:: Collected data entries ::
--*--
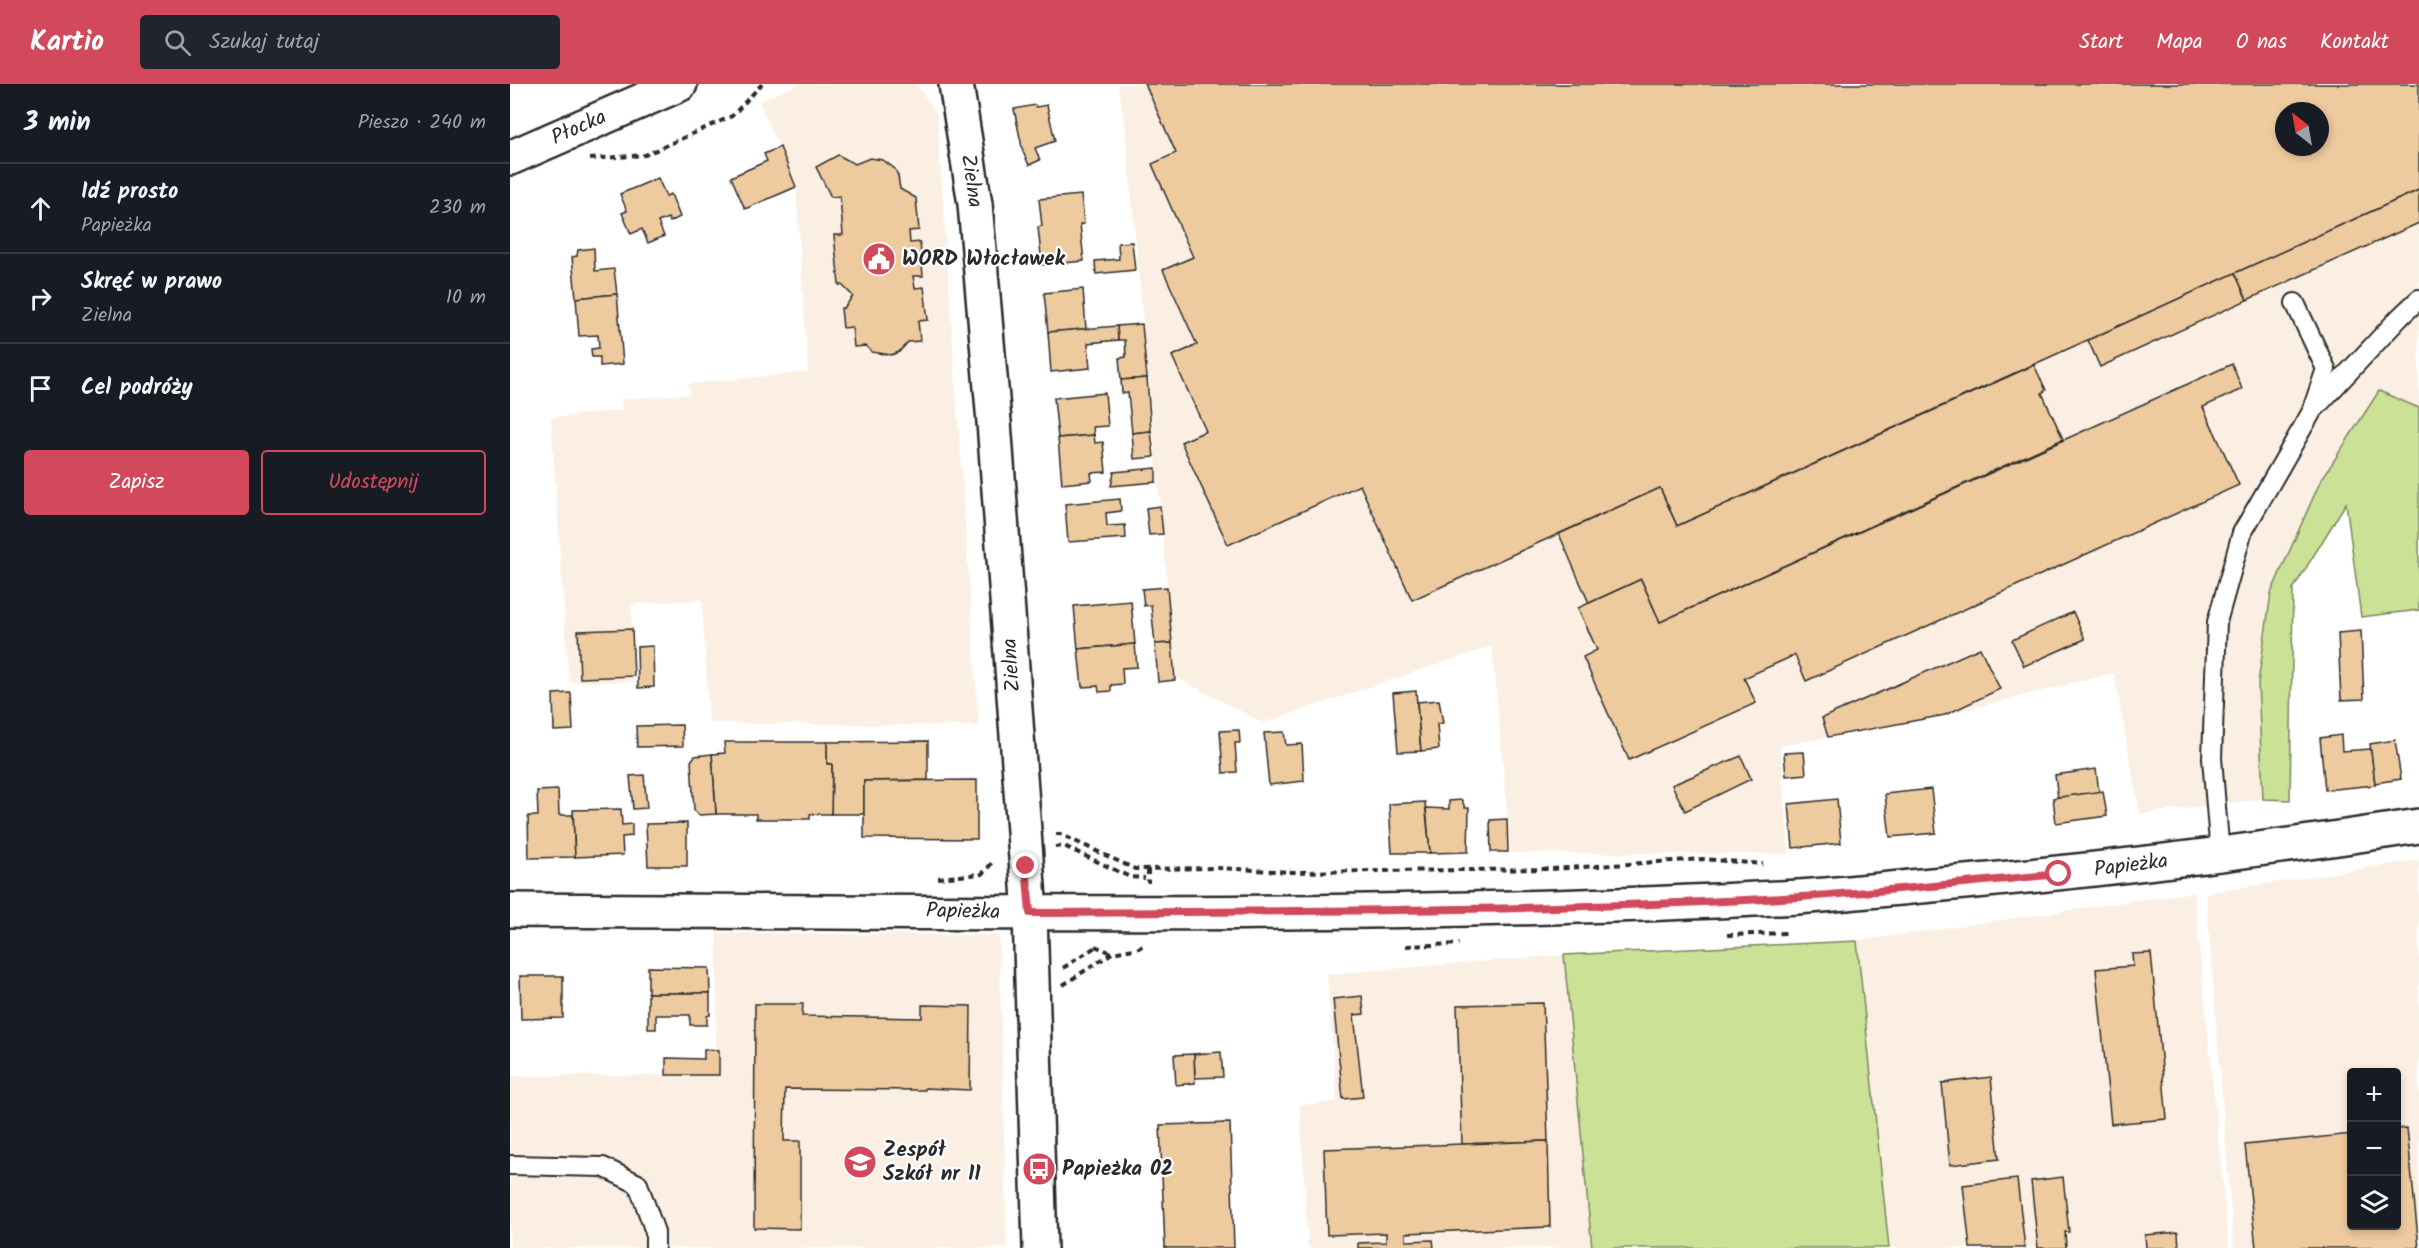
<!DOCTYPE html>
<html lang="pl">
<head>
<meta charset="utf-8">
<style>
	:root { --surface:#171b24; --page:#20242c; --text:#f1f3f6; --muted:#9ea1a6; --line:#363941; --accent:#d1495b }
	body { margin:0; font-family:Kalam,sans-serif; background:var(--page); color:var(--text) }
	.controls { position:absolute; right:18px; bottom:18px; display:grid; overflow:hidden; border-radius:6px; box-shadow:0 3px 9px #0003 }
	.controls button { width:54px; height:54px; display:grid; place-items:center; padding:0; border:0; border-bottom:2px solid var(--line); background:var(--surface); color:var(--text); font:30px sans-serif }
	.compass { position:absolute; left:1765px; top:18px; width:54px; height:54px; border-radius:50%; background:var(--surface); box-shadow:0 3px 9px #0003; rotate:329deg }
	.stop { position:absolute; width:18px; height:18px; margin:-14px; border:4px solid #d1495b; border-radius:50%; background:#fff }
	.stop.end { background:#d1495b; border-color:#fff; box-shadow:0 2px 6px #0008 }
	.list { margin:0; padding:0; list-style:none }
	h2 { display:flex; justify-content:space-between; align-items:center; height:78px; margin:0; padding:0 24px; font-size:26px }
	h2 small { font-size:20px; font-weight:400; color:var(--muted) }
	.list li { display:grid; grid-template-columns:39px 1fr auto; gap:18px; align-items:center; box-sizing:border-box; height:90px; padding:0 24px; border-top:2px solid var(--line) }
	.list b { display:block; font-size:22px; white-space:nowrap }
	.list p { margin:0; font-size:20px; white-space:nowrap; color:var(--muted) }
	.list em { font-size:20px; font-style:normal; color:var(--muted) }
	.actions { display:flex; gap:12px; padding:18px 24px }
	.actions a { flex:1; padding:14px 0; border:2px solid var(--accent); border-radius:6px; text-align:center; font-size:21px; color:var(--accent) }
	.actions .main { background:var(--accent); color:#fff }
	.icon { flex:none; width:33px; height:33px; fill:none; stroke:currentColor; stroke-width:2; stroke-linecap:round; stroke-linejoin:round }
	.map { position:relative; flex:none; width:1909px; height:1164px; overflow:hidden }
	header { display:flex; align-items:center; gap:36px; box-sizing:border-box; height:84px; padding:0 30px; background:var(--accent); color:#fff }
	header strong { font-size:28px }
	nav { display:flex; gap:33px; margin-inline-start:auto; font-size:21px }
	.search { width:420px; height:54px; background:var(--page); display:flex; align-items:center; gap:15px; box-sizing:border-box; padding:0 21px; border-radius:6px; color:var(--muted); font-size:22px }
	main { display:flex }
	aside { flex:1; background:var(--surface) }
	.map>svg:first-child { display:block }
</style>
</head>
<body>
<header>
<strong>Kartio</strong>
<div class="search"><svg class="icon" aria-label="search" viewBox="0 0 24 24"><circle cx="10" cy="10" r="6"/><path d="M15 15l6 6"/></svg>Szukaj tutaj</div>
<nav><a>Start</a><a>Mapa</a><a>O nas</a><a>Kontakt</a></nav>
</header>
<main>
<aside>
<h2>3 min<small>Pieszo · 240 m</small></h2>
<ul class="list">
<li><svg class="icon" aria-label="ahead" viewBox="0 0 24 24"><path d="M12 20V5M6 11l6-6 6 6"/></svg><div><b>Idź prosto</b><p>Papieżka</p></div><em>230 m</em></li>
<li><svg class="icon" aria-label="right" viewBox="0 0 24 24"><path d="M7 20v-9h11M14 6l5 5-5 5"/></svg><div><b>Skręć w prawo</b><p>Zielna</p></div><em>10 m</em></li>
<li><svg class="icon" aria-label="arrive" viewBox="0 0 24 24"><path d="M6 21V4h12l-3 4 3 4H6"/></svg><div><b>Cel podróży</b></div></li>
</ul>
<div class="actions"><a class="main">Zapisz</a><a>Udostępnij</a></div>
</aside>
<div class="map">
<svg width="1909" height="1164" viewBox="0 0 1909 1164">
	<rect width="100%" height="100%" fill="#fff"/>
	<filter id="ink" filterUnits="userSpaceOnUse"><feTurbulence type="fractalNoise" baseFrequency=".0167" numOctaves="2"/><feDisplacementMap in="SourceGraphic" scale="12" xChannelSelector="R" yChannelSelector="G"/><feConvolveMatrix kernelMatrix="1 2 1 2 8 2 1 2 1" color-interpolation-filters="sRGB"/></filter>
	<g filter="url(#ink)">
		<g fill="#faefe2" fill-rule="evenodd">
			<path d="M289 0H406L427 30 469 642 199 639 192 516 121 520 124 598H59L41 334 112 326 111 315 180 310 178 300 298 288 286 103 249 17Z"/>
			<path d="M608 0H1909V324L1869 307 1810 398 1748 599 1753 715 1630 730 1604 589 1435 631 1270 662 1279 770 1001 769 982 562 753 639 666 593 615 41ZM1774 27H1810V63H1774Z"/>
			<path d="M1909 776V1164H1724L1696 809ZM1842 988H1886V1142H1842Z"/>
			<path d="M1684 808 1719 1164H1379L1347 857Z"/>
			<path d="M207 849 489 851 497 1164H0V992L206 991Z"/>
			<path d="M1054 871 1082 1164H798L790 1021 827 1018 817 890Z"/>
		</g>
		<g fill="#cae196" stroke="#7a8660" stroke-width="1.5">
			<path d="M1869 307 1909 324V526L1851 533 1836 419 1783 505 1780 716 1753 715 1748 599 1761 509 1810 398Z"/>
			<path d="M1347 857 1379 1164H1082L1054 871Z"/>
		</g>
		<g fill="#eeca9f" stroke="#2b2b2b" stroke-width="1.5" fill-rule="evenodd">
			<path d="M635 0H1909V106L1167 442 1150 404 902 516 850 401 718 461 671 358 696 347 662 272 687 261 653 186 683 173 642 80 666 69ZM1774 27H1810V63H1774Z"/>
			<path d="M525 21 526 23 537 21 545 57 525 64 530 76 519 81 513 68 504 25Z"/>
			<path d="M270 63 286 103 235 125 221 93 257 77 254 70Z"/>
			<path d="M328 71 345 80 360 74 373 76 385 85 388 92 390 105 406 114 409 146 399 147 400 159 410 158 413 192H403L405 204 414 203 418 236 408 237 410 257 398 258 389 268 381 271 362 268 356 262 344 263 342 243 333 244 331 224H334L343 212 332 201H329L324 151H333L330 112 321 113 306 83Z"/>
			<path d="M148 94 156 112 161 110 170 133 160 138 158 134 148 138 154 152 138 159 132 145 121 150 112 129 117 127 110 110Z"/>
			<path d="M1909 106V139L1737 216 1725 189Z"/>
			<path d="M571 111 574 140H570L574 177 532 181 528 143 532 142 529 115Z"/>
			<path d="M622 158 625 186 586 190 585 177 609 175 608 159Z"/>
			<path d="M84 164 85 187 104 185 107 210 66 214 62 173 67 172 68 166Z"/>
			<path d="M1725 189 1737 216 1590 283 1578 256Z"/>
			<path d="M573 205 576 245 538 248 534 209Z"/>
			<path d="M107 210 113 280 90 282V273H82L81 265 89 264 88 251 69 252 66 214Z"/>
			<path d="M632 240 637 294 611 296 609 274 616 273 615 256H608L607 242Z"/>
			<path d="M607 242 608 256 578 259 580 284 541 288 538 248Z"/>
			<path d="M1722 280 1732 305 1693 323 1729 401 1296 597 1285 571 1234 594 1246 619 1119 676 1073 573 1087 566 1068 524 1131 495 1150 538Z"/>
			<path d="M1524 281 1536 306 1532 309 1553 355 1150 538 1131 495 1079 519 1049 450 1150 404 1167 442Z"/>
			<path d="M637 294 641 347 622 349 618 309H612L611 296Z"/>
			<path d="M595 309 598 342 583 343 584 351 548 354 544 314Z"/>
			<path d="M641 347 644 373 624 375 622 349Z"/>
			<path d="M584 351 585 359 593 358 596 388 581 389 582 397 552 400 548 354Z"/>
			<path d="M646 384V398L601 402 604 388Z"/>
			<path d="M610 415 611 427 596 429 597 442 615 441 616 454 558 458 555 420Z"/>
			<path d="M650 422 653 450 639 451 636 424Z"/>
			<path d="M657 503 662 559 645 560 641 521 634 522 632 505Z"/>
			<path d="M621 517 625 560 568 565 564 522Z"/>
			<path d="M1563 528 1575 555 1514 582 1502 556Z"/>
			<path d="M122 545 124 592 70 594 68 547Z"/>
			<path d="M1851 547 1854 615 1831 616 1828 549Z"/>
			<path d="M662 559 665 596 648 598 645 560Z"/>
			<path d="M625 560 627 583 612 584 613 600 601 601V607L589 608 588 602 572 603 568 565Z"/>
			<path d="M143 562 144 603 128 604 127 563Z"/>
			<path d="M1470 564 1490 605 1435 631 1318 653 1312 634Z"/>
			<path d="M906 607 911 667 888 668 883 609Z"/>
			<path d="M61 609 63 646 44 647 43 610Z"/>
			<path d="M929 616 933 639 927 640 929 665 911 667 907 618Z"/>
			<path d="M172 641 173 662 127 663 126 642Z"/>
			<path d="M729 646 730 659H725L727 688 713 689 710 647Z"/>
			<path d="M774 648 776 661 792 660 794 697 759 701 754 649Z"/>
			<path d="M1831 651 1832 667 1861 665 1865 701 1815 706 1810 654Z"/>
			<path d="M1885 656 1891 695 1865 699 1860 660Z"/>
			<path d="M418 657V696L354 697V730H321L322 680H317V658Z"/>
			<path d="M214 658H317V680H322L321 730H300V735H246V730H206L202 670 215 669Z"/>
			<path d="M1294 668 1296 690 1276 692 1274 669Z"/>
			<path d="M202 670 206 730 189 731 184 726 181 677 185 672Z"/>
			<path d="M1231 672 1241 695 1175 727 1162 701Z"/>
			<path d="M1586 685 1589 708 1548 714 1545 691Z"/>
			<path d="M134 691 137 724 123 725 120 692Z"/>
			<path d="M467 696V755L354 754V697Z"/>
			<path d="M1421 705 1426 749 1380 753 1375 710Z"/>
			<path d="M48 706 49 731H63L65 773 19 774 18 732H28L27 707Z"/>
			<path d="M1593 707 1597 732 1546 739 1543 714Z"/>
			<path d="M1327 715 1331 759 1283 764 1279 720Z"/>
			<path d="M952 716 955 724H959L958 768 920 769 916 724 939 725V717Z"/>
			<path d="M915 718 920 769H882L879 720Z"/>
			<path d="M111 725 112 741 122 740V752L112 753 113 771 65 773 63 726Z"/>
			<path d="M997 735 998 768H981L980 736Z"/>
			<path d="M177 739V782H138L136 740Z"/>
			<path d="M1641 869 1657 1035 1601 1040 1586 885 1623 882 1622 870Z"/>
			<path d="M138 883 199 884 200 909H138Z"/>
			<path d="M10 892H53V934L11 935Z"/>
			<path d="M138 909H200V931L197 932V941H180V931H146V945H138Z"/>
			<path d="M852 912 854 930 844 931 853 1013 833 1015 823 915Z"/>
			<path d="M1033 919 1038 1057 952 1060 947 921Z"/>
			<path d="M245 920H293L292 932 412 934V921L461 922 460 1006 415 1004V1006L275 1005 274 1057H290V1145L244 1144Z"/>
			<path d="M194 965 209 966V991H156V974L194 975Z"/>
			<path d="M711 968 713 993 685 994 684 970Z"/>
			<path d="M684 970 685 999 666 1001 664 971Z"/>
			<path d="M1481 993 1489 1075 1440 1081 1432 999Z"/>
			<path d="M720 1039 724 1164H655L650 1041Z"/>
			<path d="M1897 1044 1909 1164H1746L1735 1061 1842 1050V1142H1886V1045Z"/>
			<path d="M1038 1057 1040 1143 896 1149V1157L923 1156 924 1164H848V1159L876 1158V1149L817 1151 814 1065Z"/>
			<path d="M1553 1093 1559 1148H1555L1556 1164H1528L1521 1097Z"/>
			<path d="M1507 1095 1515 1164H1460L1453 1101Z"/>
			<path d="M1668 1148 1669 1164H1636L1635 1151Z"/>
		</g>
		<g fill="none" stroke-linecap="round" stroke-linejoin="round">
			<g stroke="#2b2b2b" stroke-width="22">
				<g id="lane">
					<path d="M1806 323 1890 233 1909 215"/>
					<path d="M1710 771 1702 674 1707 538 1732 449 1801 329 1816 285 1785 219"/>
					<path d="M0 1081 93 1083 128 1100 145 1148V1164"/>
				</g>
			</g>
			<g stroke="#2b2b2b" stroke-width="38">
				<path id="street" d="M0 826C429 828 859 836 1288 813 1333 810 1378 805 1422 801 1585 787 1747 767 1909 742"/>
			</g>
			<g stroke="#2b2b2b" stroke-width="38">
				<g id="secondary">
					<path d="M446 0 465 120 484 338 520 829 530 1164"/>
					<path d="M0 74 170 0"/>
				</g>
			</g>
			<g stroke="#2b2b2b" stroke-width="4" stroke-dasharray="6 4.5" stroke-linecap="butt">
				<path d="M80 75 135 71 222 32 252 0"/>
				<path d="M546 750H550L625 785 708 784 782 788 1042 785 1193 775 1253 780"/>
				<path d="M545 763 554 762 620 793 635 794"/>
				<path d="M638 785V799"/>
				<path d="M428 794 472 790 484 777"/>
				<path d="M1217 851 1277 849"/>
				<path d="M585 862 602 869"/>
				<path d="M896 862 949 860"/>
				<path d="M553 884 587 862"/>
				<path d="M553 901 602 869 629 864 633 861"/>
			</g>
			<use href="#lane" stroke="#fff" stroke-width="18"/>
			<use href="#street" stroke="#fff" stroke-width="33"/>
			<use href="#secondary" stroke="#fff" stroke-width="33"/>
		</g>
	</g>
	<g fill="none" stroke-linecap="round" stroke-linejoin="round" filter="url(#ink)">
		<path stroke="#d1495b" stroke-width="8" d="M516 782 520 829C777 827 1034 828 1291 813 1377 807 1463 798 1549 790"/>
	</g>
	<defs>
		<g id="civic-disc" transform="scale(1.725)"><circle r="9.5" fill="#d1495b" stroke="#fff"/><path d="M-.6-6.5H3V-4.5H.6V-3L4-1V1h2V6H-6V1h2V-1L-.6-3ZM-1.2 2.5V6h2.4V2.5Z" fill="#fff"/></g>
		<g id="school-disc" transform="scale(1.725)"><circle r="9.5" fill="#d1495b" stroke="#fff"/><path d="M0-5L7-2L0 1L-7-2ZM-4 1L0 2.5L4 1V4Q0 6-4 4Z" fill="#fff"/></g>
		<g id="bus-disc" transform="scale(1.725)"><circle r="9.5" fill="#d1495b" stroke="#fff"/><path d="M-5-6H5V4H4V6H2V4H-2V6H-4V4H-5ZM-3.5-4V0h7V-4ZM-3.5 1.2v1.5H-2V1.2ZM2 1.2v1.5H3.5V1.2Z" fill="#fff"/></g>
	</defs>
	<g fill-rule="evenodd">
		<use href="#civic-disc" x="369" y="175"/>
		<use href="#school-disc" x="350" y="1078"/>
		<use href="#bus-disc" x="529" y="1085"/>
	</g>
	<g text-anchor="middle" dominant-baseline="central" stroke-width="4.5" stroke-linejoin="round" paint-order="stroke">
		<g font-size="21" fill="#2b2b2b" stroke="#fff">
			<text transform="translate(69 44) rotate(-24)">Płocka</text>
			<text transform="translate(461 97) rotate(82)">Zielna</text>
			<text transform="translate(502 581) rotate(-94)">Zielna</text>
			<text transform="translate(1621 782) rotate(-7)">Papieżka</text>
			<text transform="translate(453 828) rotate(1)">Papieżka</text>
		</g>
		<g font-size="21" font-weight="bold" fill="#2b2b2b" stroke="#fff" text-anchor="start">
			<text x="392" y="175">WORD Włocławek</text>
			<text x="373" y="1066">Zespół<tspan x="373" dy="24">Szkół nr 11</tspan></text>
			<text x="552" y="1085">Papieżka 02</text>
		</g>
	</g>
</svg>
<div class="controls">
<button>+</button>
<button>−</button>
<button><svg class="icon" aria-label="layers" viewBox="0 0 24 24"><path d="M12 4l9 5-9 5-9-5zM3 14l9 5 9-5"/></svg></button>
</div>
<svg class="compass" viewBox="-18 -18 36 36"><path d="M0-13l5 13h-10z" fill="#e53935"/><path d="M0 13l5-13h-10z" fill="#9ea1a6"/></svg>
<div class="stop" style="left:1549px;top:790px"></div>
<div class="stop end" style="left:516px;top:782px"></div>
</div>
</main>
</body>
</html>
--*--
:: Required work ::
Show the lines from the data above that contain the string "body".

:: Answer to the problem ::
	body { margin:0; font-family:Kalam,sans-serif; background:var(--page); color:var(--text) }
<body>
</body>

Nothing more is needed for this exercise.